Dusty slid the pieces back together before handing it to him, and Andreas stepped back a few paces before drawing the sword out fully, angling it to catch the light. Skye caught a glimpse of an intricate pattern stenciled into the silver.

“It is a saber,” Andreas said as Adam approached him for a closer look. “I think perhaps it is Ottoman.”

“Valuable?” Dusty asked.

“Maybe one thousand euros, maybe a lot more.” He shrugged. “You will have to find an expert to examine it, somebody who specializes in these kinds of things.”

“And this was just buried here, in your garden?” Adam marveled. “Hear that, Vic? Maybe we should take Andreas’s advice and get him to dig that plunge pool after all. Who knows what we might unearth.”

Skye smiled wryly. What was it with Andreas and his obsession with plunge pools?

“Is that rust all around the top, do you reckon?” Joy asked.

Dusty licked a finger and rubbed at the stain.

“Not clay or soil,” she said. “Whatever it is, it isn’t budging.”

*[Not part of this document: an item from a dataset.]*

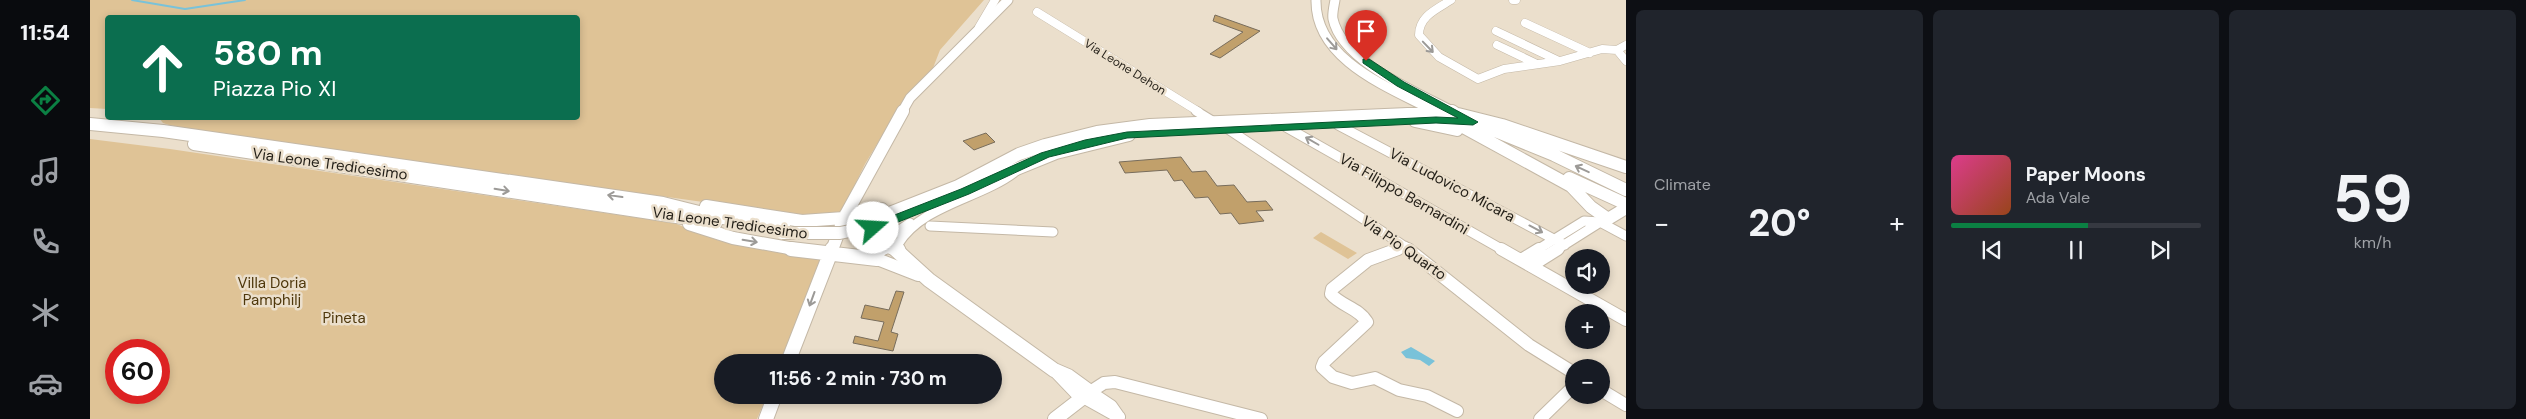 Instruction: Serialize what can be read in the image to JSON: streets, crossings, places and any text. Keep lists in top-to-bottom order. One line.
{"streets":{"main road":["Via Leone Tredicesimo"],"street":["Via Leone Dehon","Via Ludovico Micara","Via Filippo Bernardini","Via Pio Quarto"]},"crossings":[["Via Leone Dehon","Via Leone Tredicesimo"],["Via Leone Tredicesimo","Via Ludovico Micara"],["Via Leone Tredicesimo","Via Filippo Bernardini"],["Via Leone Tredicesimo","Via Pio Quarto"]],"one_way":["Via Ludovico Micara","Via Filippo Bernardini"],"parks":["Villa Doria Pamphilj","Pineta"],"page":{"tabs":"11:54","tile":["Climate",["59","km/h"]],"turn":["580 m","Piazza Pio XI"],"song":["Paper Moons","Ada Vale"],"heat":["−","20°","+"],"map_buttons":["+","−"],"limit":"60","trip":"11:56 · 2 min · 730 m"}}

“You probably shouldn’t lick it,” Mia advised.

Andreas scraped at the same patch with his thumbnail.

“It could be rust,” he allowed, “or perhaps blood.”

“Blood?” Victoria exclaimed, scurrying sideways as Dusty spat onto the ground.

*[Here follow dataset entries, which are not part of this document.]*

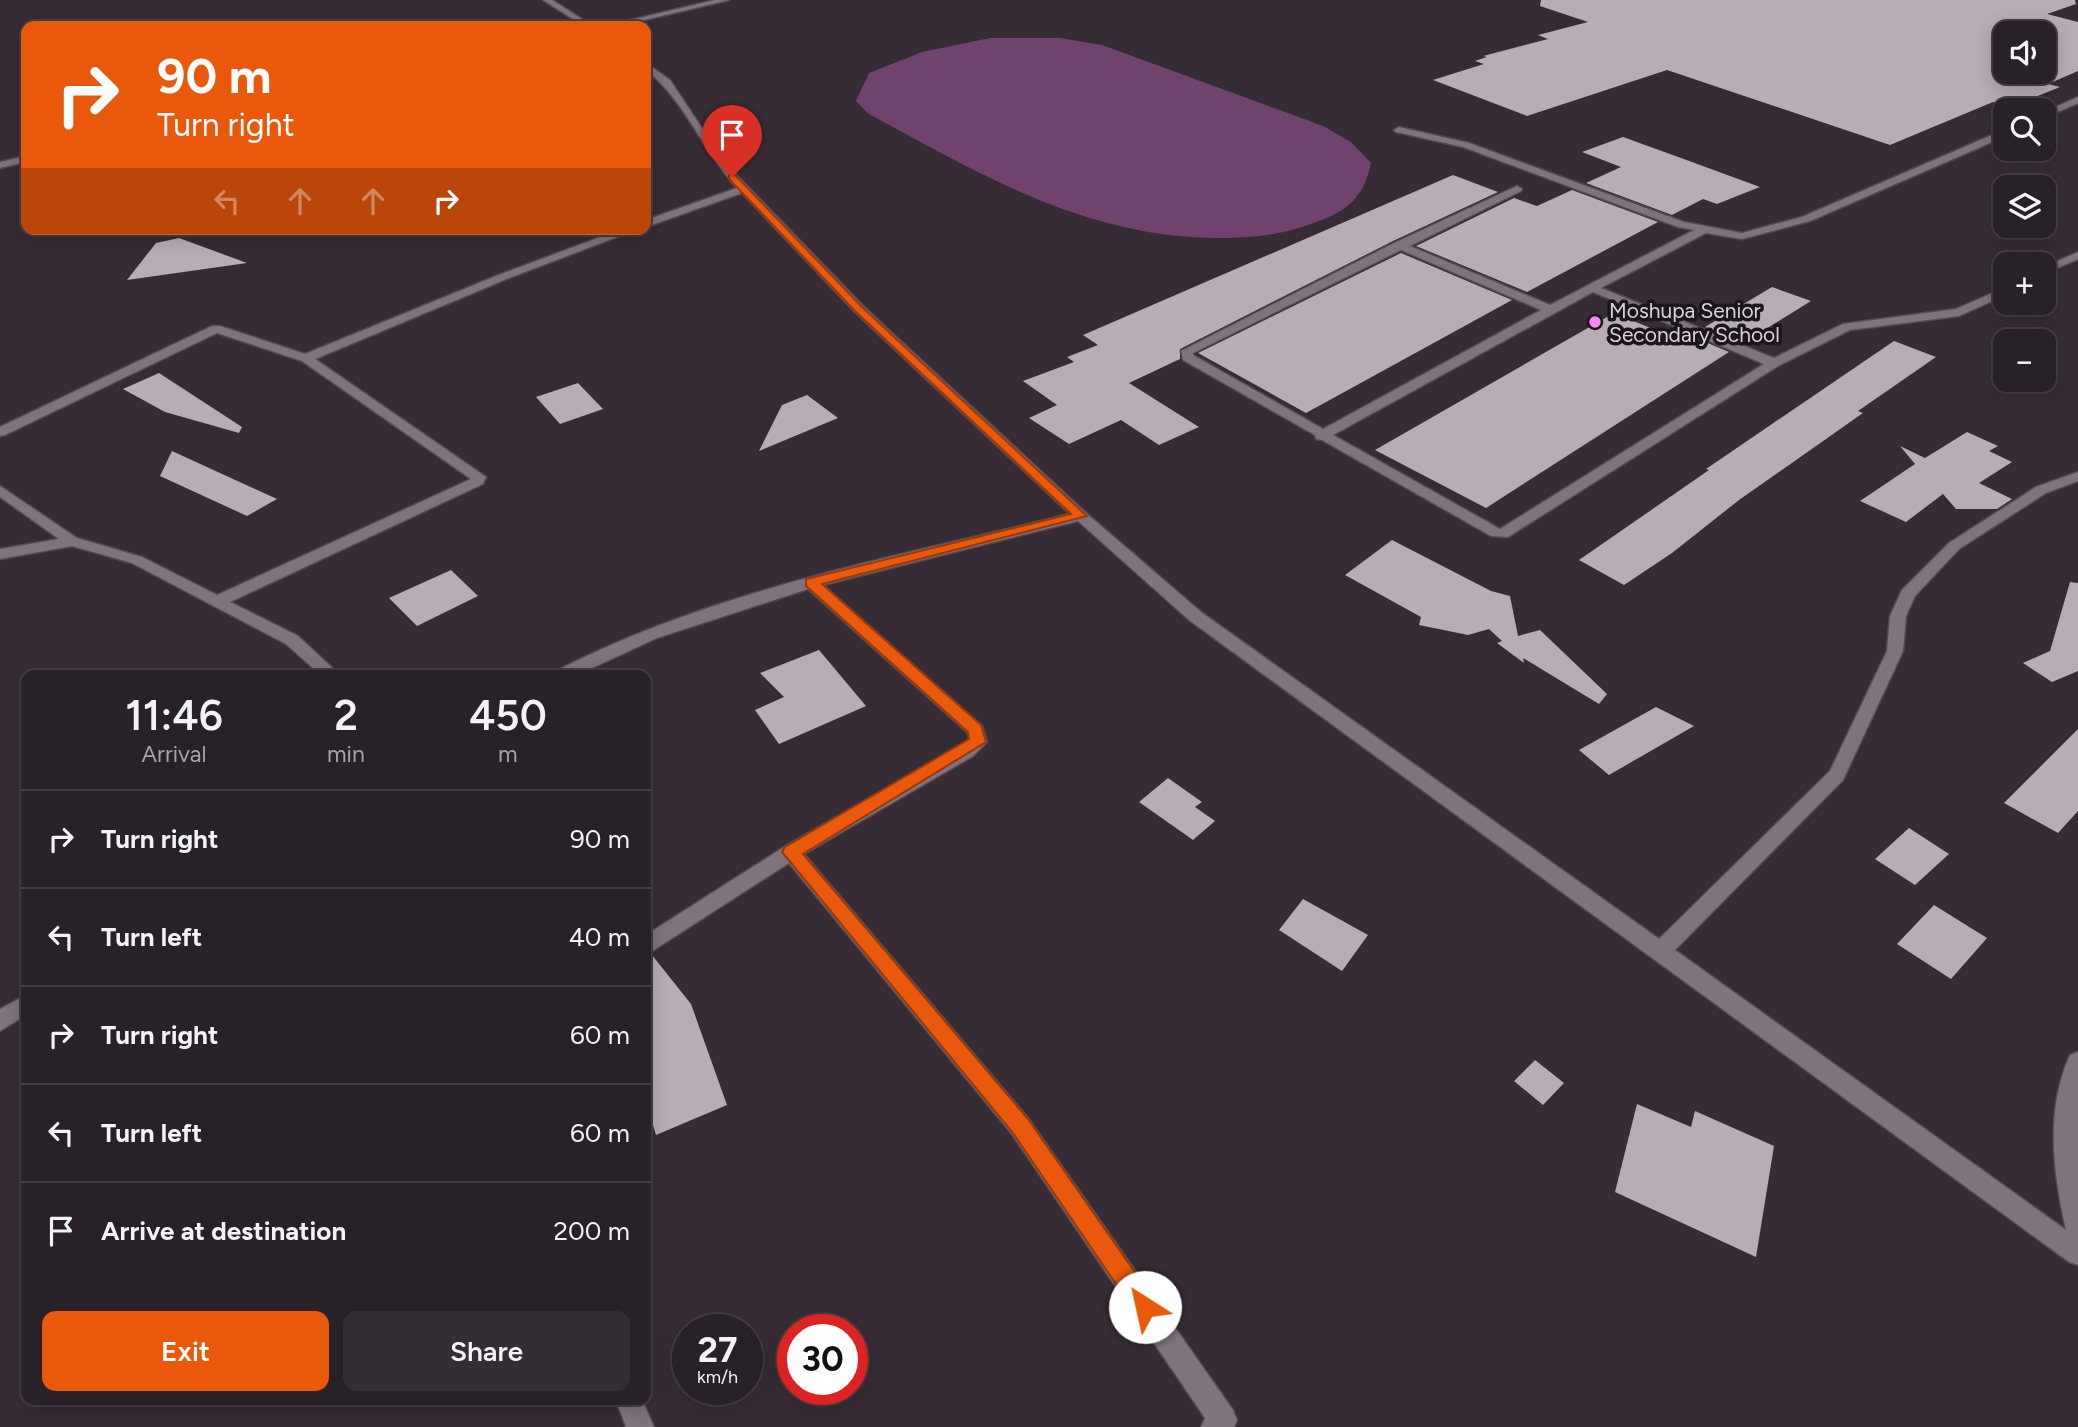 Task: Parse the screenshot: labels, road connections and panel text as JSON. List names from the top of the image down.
{
  "places": ["Moshupa Senior Secondary School"],
  "page": {
    "map_buttons": ["+", "−"],
    "turn": ["90 m", "Turn right"],
    "eta": [
      "11:46",
      "Arrival",
      "2",
      "min",
      "450",
      "m"
    ],
    "list": [
      {
        "name": "Turn right",
        "value": "90 m"
      },
      {
        "name": "Turn left",
        "value": "40 m"
      },
      {
        "name": "Turn right",
        "value": "60 m"
      },
      {
        "name": "Turn left",
        "value": "60 m"
      },
      {
        "name": "Arrive at destination",
        "value": "200 m"
      }
    ],
    "buttons": ["Exit", "Share"],
    "speed": "27 km/h",
    "limit": "30"
  }
}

“Told you not to lick it,” Mia drawled.

“You really think it could be blood?” Skye asked Andreas, and he nodded, his deep-set eyes serious.

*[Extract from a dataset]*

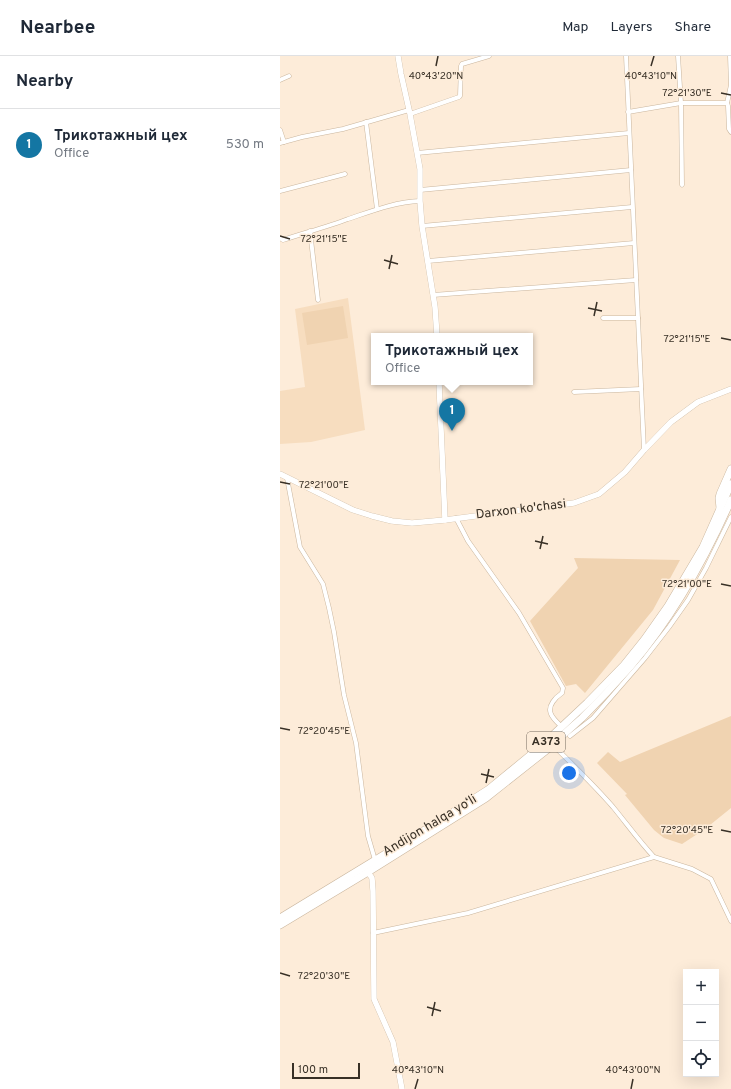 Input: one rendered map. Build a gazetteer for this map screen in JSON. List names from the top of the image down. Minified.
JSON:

“Consider what it is,” he said, “and why somebody would choose to bury it.”

They all fell silent at that.

Skye looked again at the saber.

An antique blade buried underground, a bundle of letters sealed behind stone. Six houses abandoned since the war, with nothing and nobody to tell them why. There were secrets here. Secrets that someone had gone to great lengths to hide.

A prickle ran up the back of Skye’s neck.

The past, it seemed, had begun to reawaken.

Sixteen

It was Joy’s suggestion that they decamp to her house for an impromptu party of sorts. She was “bloody proud” of the grill she’d built out back and wanted an excuse to use it.

“You fellas go and get some chicken for souvlaki,” she told Andreas and Adam. “Me and the girls will throw together some salad, not that there’s room to throw much of anything in my kitchen.”

Mia followed Skye, Victoria, and Joy next door, while Louisa and Dusty stayed behind to wash off the day’s dirt.

“How did you get out of the excavating?” Joy asked Mia, who threw her a mischievous grin.

“I promised I’d muck in after walking Bruno, but once we’d got all the way down to the beach, neither of us felt much like moving again, did we, Brunes?”

The dog, who had dutifully accompanied his mistress across to Joy’s and was now splayed out on her kitchen floor, wagged his tail by way of reply.

“He’s a regular little shadow of yours, isn’t he?” Victoriaobserved, tossing her hair over one shoulder. The galley kitchen was so narrow that the tip of her ponytail hit Skye in the eye. “Adam thinks we should adopt one, but I don’t know.”